In 2009 he was awarded the Dando fellowship, jointly funded by the RSA and Royal College of Physicians. His PhD research, undertaken under the supervision of Professor Neil McHugh at the University of Bath, evaluated the potential contribution of platelets to microvascular dysfunction in primary Raynaud's phenomenon (RP) and systemic sclerosis (SSc). This work has helped John to develop an interest in outcome measures in SSc research, particularly in relation to peripheral microvascular dysfunction in scleroderma. John has interests in non-invasive methods of measuring tissue perfusion such as infra-red thermography and laser-derived imaging modalities. He has undertaken early validation studies of laser speckle contrast imaging (LSCI) in RP and SSc. He is interested in the relationship between peripheral microcirculatory function and circulating vascular biomarkers.
John also leads the RNHRD Rheumatoid Arthritis service and has developed an interest in predictors of treatment response to biologics in rheumatoid arthritis (RA). Dr Pauling is working with the British Society of Rheumatology Biologics Register (BSR-BR) to identify factors influencing treatment responses to biologic therapy in RA.

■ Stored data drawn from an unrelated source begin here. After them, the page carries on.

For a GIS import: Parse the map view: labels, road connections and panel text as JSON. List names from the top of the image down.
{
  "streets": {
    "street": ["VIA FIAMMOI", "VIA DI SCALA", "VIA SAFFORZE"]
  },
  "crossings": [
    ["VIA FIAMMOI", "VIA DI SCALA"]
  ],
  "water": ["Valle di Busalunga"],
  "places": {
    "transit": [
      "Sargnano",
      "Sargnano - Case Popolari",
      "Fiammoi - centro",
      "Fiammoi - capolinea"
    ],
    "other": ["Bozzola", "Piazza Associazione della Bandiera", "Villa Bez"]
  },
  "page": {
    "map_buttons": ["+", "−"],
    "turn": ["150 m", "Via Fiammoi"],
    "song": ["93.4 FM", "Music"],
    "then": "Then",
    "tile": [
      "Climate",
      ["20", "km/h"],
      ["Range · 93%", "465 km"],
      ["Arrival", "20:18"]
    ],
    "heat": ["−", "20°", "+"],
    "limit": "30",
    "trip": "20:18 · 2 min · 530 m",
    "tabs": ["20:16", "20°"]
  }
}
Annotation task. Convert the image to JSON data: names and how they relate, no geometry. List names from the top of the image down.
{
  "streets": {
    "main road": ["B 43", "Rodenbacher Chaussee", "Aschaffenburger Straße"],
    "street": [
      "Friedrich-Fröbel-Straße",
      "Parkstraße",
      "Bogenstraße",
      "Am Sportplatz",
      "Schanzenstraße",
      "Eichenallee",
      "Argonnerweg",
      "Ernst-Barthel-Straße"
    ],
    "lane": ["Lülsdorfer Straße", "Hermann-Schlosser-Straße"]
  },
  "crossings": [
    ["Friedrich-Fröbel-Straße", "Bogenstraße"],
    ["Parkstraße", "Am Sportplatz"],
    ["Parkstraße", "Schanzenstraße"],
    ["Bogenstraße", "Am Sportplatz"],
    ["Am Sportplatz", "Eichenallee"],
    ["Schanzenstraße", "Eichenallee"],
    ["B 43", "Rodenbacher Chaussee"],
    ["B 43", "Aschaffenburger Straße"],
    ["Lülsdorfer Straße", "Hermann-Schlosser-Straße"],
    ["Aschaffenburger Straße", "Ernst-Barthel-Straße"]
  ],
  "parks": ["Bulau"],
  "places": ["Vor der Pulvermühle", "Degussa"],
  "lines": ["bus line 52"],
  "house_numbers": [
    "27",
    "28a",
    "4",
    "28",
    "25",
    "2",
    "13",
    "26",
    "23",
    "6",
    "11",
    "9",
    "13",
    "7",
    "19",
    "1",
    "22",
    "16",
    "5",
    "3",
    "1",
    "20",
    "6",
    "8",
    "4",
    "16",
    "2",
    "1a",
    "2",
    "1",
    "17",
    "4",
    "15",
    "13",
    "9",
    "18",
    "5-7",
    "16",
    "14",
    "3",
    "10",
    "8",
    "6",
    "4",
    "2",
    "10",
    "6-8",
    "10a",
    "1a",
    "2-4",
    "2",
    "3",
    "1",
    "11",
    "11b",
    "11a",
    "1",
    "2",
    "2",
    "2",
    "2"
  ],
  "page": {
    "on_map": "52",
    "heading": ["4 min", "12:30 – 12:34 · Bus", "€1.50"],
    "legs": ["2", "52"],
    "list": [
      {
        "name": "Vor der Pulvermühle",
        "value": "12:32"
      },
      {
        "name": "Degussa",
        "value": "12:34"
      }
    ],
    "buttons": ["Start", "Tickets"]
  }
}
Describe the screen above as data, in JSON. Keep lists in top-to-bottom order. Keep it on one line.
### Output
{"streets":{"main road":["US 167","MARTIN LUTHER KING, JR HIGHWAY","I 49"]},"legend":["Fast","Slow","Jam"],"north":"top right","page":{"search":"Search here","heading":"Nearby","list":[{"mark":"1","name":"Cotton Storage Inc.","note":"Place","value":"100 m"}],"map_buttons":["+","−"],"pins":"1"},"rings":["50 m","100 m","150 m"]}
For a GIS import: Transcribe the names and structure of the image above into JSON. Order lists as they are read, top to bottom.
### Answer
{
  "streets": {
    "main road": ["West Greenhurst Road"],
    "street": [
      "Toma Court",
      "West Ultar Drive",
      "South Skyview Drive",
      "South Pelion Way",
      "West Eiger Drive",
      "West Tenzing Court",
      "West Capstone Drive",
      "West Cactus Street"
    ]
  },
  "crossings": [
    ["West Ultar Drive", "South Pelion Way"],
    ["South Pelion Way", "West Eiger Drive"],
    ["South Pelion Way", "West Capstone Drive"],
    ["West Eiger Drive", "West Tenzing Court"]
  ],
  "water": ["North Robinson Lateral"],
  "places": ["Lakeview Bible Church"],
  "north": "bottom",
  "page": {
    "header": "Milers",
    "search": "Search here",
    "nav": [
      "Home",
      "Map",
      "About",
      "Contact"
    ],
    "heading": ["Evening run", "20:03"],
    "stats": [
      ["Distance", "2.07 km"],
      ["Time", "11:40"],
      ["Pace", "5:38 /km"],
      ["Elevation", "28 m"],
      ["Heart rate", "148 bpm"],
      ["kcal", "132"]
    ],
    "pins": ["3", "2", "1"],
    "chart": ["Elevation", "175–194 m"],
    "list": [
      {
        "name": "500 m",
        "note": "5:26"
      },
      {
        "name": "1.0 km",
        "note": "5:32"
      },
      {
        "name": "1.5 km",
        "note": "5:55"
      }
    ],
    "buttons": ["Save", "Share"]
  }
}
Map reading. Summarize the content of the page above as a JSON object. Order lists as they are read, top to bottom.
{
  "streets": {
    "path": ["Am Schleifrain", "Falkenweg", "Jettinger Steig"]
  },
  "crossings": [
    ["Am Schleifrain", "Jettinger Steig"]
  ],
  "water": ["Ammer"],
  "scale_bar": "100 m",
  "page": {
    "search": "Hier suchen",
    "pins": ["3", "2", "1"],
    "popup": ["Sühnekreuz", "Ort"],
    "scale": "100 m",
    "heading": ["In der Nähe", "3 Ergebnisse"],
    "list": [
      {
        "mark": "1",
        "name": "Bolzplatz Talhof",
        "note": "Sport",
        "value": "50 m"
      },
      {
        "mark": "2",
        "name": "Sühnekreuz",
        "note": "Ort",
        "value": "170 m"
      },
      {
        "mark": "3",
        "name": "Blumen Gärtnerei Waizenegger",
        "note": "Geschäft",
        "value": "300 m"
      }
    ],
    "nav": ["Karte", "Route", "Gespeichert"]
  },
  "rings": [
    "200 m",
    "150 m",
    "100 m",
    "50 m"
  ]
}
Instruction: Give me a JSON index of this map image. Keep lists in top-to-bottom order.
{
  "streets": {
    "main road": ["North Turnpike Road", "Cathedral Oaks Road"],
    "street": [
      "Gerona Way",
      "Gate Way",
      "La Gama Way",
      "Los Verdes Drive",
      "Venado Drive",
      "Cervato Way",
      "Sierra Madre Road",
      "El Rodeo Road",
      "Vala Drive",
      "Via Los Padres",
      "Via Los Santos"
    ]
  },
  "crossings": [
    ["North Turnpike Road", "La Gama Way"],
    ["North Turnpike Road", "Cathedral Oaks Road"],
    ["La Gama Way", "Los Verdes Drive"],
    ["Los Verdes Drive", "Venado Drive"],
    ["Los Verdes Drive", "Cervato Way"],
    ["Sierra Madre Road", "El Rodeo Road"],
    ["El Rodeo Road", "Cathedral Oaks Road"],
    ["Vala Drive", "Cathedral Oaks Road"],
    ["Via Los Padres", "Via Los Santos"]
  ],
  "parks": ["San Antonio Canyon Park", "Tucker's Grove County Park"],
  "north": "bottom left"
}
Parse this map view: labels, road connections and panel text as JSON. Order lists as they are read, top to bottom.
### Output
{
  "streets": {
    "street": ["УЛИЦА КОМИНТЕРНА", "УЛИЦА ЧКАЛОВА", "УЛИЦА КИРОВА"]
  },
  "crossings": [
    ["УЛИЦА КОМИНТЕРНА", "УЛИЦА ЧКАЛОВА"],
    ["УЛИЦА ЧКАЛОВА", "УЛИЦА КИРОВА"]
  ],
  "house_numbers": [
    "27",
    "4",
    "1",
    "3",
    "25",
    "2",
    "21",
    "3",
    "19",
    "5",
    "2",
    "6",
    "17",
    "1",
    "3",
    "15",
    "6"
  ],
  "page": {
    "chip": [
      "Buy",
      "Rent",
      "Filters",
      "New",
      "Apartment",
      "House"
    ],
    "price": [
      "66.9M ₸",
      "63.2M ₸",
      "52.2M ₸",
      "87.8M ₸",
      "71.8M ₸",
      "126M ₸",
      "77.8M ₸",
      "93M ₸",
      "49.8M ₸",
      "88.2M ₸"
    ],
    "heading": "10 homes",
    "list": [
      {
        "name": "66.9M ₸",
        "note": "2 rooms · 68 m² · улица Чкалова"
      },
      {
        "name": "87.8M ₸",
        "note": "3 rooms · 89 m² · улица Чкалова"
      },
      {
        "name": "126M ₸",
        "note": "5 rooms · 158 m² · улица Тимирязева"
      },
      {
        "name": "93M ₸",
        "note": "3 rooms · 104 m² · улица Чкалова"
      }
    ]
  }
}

John leads the microvascular imaging service at RNHRD and is a member of the EULAR Microcirculation study group. He is contributing to current initiatives of the UK Scleroderma Study Group and the Scleroderma Clinical Trials Consortium (SCTC). He co-chairs the SCTC Vascular Working Group that is currently working on developing better methods for assessing peripheral microvascular function in systemic sclerosis.